DATA TO PROCESS:
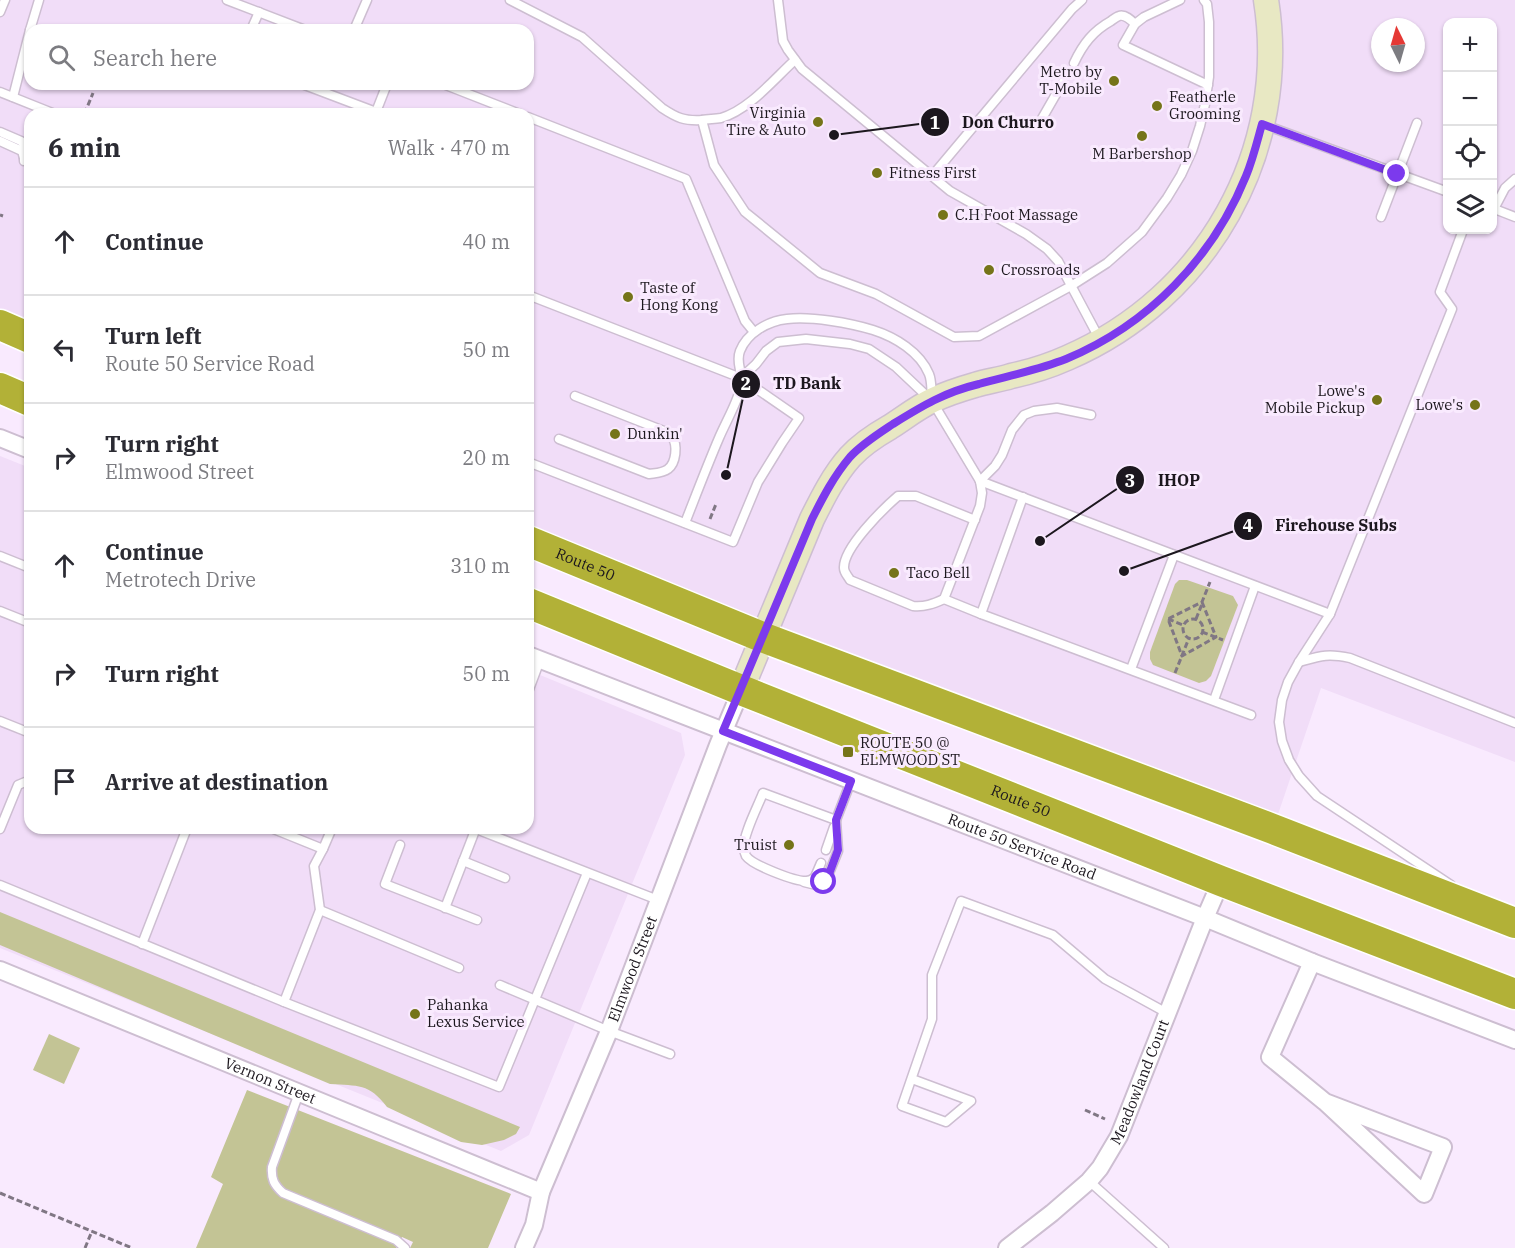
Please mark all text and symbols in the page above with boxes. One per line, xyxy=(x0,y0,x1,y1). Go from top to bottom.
north arrow xyxy=(1371,18,1425,72)
map controls xyxy=(1443,18,1497,234)
button: + xyxy=(1443,18,1497,72)
search box xyxy=(24,24,534,90)
icon: search xyxy=(45,41,78,74)
text: Search here xyxy=(93,43,217,72)
place label: Metro by T-Mobile xyxy=(1039,62,1102,98)
button: − xyxy=(1443,72,1497,126)
marker: Metro by T-Mobile xyxy=(1107,74,1121,88)
place label: Featherle Grooming xyxy=(1169,87,1240,123)
marker: Featherle Grooming xyxy=(1150,99,1164,113)
place label: Virginia Tire & Auto xyxy=(726,103,806,139)
callout: Don Churro xyxy=(920,105,1066,139)
text: 1 xyxy=(930,111,941,134)
text: Don Churro xyxy=(962,112,1054,132)
marker: Virginia Tire & Auto xyxy=(811,115,825,129)
button: locate xyxy=(1443,126,1497,180)
marker: M Barbershop xyxy=(1135,129,1149,143)
text: 6 min xyxy=(48,130,121,164)
text: Walk · 470 m xyxy=(388,134,510,161)
place label: M Barbershop xyxy=(1092,144,1192,163)
route end xyxy=(1383,160,1409,186)
place label: Fitness First xyxy=(889,163,977,182)
marker: Fitness First xyxy=(870,166,884,180)
button: layers xyxy=(1443,180,1497,234)
place label: C.H Foot Massage xyxy=(955,205,1078,224)
marker: C.H Foot Massage xyxy=(936,208,950,222)
icon: ahead xyxy=(48,225,81,258)
text: Continue xyxy=(105,227,204,256)
text: 40 m xyxy=(462,228,510,255)
place label: Crossroads xyxy=(1001,260,1080,279)
marker: Crossroads xyxy=(982,263,996,277)
place label: Taste of Hong Kong xyxy=(640,278,718,314)
marker: Taste of Hong Kong xyxy=(621,290,635,304)
text: Turn left xyxy=(105,321,201,350)
icon: left xyxy=(48,333,81,366)
text: 50 m xyxy=(462,336,510,363)
text: Route 50 Service Road xyxy=(105,350,315,377)
callout: TD Bank xyxy=(731,367,853,401)
text: 2 xyxy=(741,372,751,395)
text: TD Bank xyxy=(773,373,841,393)
place label: Lowe's Mobile Pickup xyxy=(1265,381,1365,417)
marker: Lowe's Mobile Pickup xyxy=(1370,393,1384,407)
place label: Lowe's xyxy=(1416,395,1463,414)
marker: Lowe's xyxy=(1468,398,1482,412)
place label: Dunkin' xyxy=(627,424,683,443)
marker: Dunkin' xyxy=(608,427,622,441)
text: Turn right xyxy=(105,429,219,458)
icon: right xyxy=(48,441,81,474)
text: 20 m xyxy=(462,444,510,471)
text: Elmwood Street xyxy=(105,458,254,485)
callout: IHOP xyxy=(1115,463,1212,497)
text: 3 xyxy=(1125,469,1135,492)
text: IHOP xyxy=(1158,470,1200,490)
callout: Firehouse Subs xyxy=(1233,509,1409,543)
text: 4 xyxy=(1243,514,1254,537)
text: Firehouse Subs xyxy=(1275,515,1397,535)
text: Continue xyxy=(105,537,204,566)
street label: Route 50 xyxy=(553,543,618,585)
icon: ahead xyxy=(48,549,81,582)
text: 310 m xyxy=(450,552,510,579)
place label: Taco Bell xyxy=(906,563,970,582)
text: Metrotech Drive xyxy=(105,566,256,593)
marker: Taco Bell xyxy=(887,566,901,580)
icon: right xyxy=(48,657,81,690)
text: Turn right xyxy=(105,659,219,688)
text: 50 m xyxy=(462,660,510,687)
place label: ROUTE 50 @ ELMWOOD ST xyxy=(860,733,960,769)
marker: ROUTE 50 @ ELMWOOD ST xyxy=(841,745,855,759)
icon: arrive xyxy=(48,765,81,798)
text: Arrive at destination xyxy=(105,767,328,796)
street label: Route 50 xyxy=(988,780,1053,821)
street label: Route 50 Service Road xyxy=(945,809,1099,884)
place label: Truist xyxy=(734,835,777,854)
marker: Truist xyxy=(782,838,796,852)
route start xyxy=(810,868,836,894)
street label: Elmwood Street xyxy=(603,913,661,1024)
place label: Pahanka Lexus Service xyxy=(427,995,525,1031)
marker: Pahanka Lexus Service xyxy=(408,1007,422,1021)
street label: Meadowland Court xyxy=(1106,1017,1173,1148)
street label: Vernon Street xyxy=(222,1053,319,1108)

INSTRUCTIONS FOR THE TASK: Out of the preceding entries, pull every line containing the string "Massage".

EXPECTED ANSWER:
place label: C.H Foot Massage xyxy=(955,205,1078,224)
marker: C.H Foot Massage xyxy=(936,208,950,222)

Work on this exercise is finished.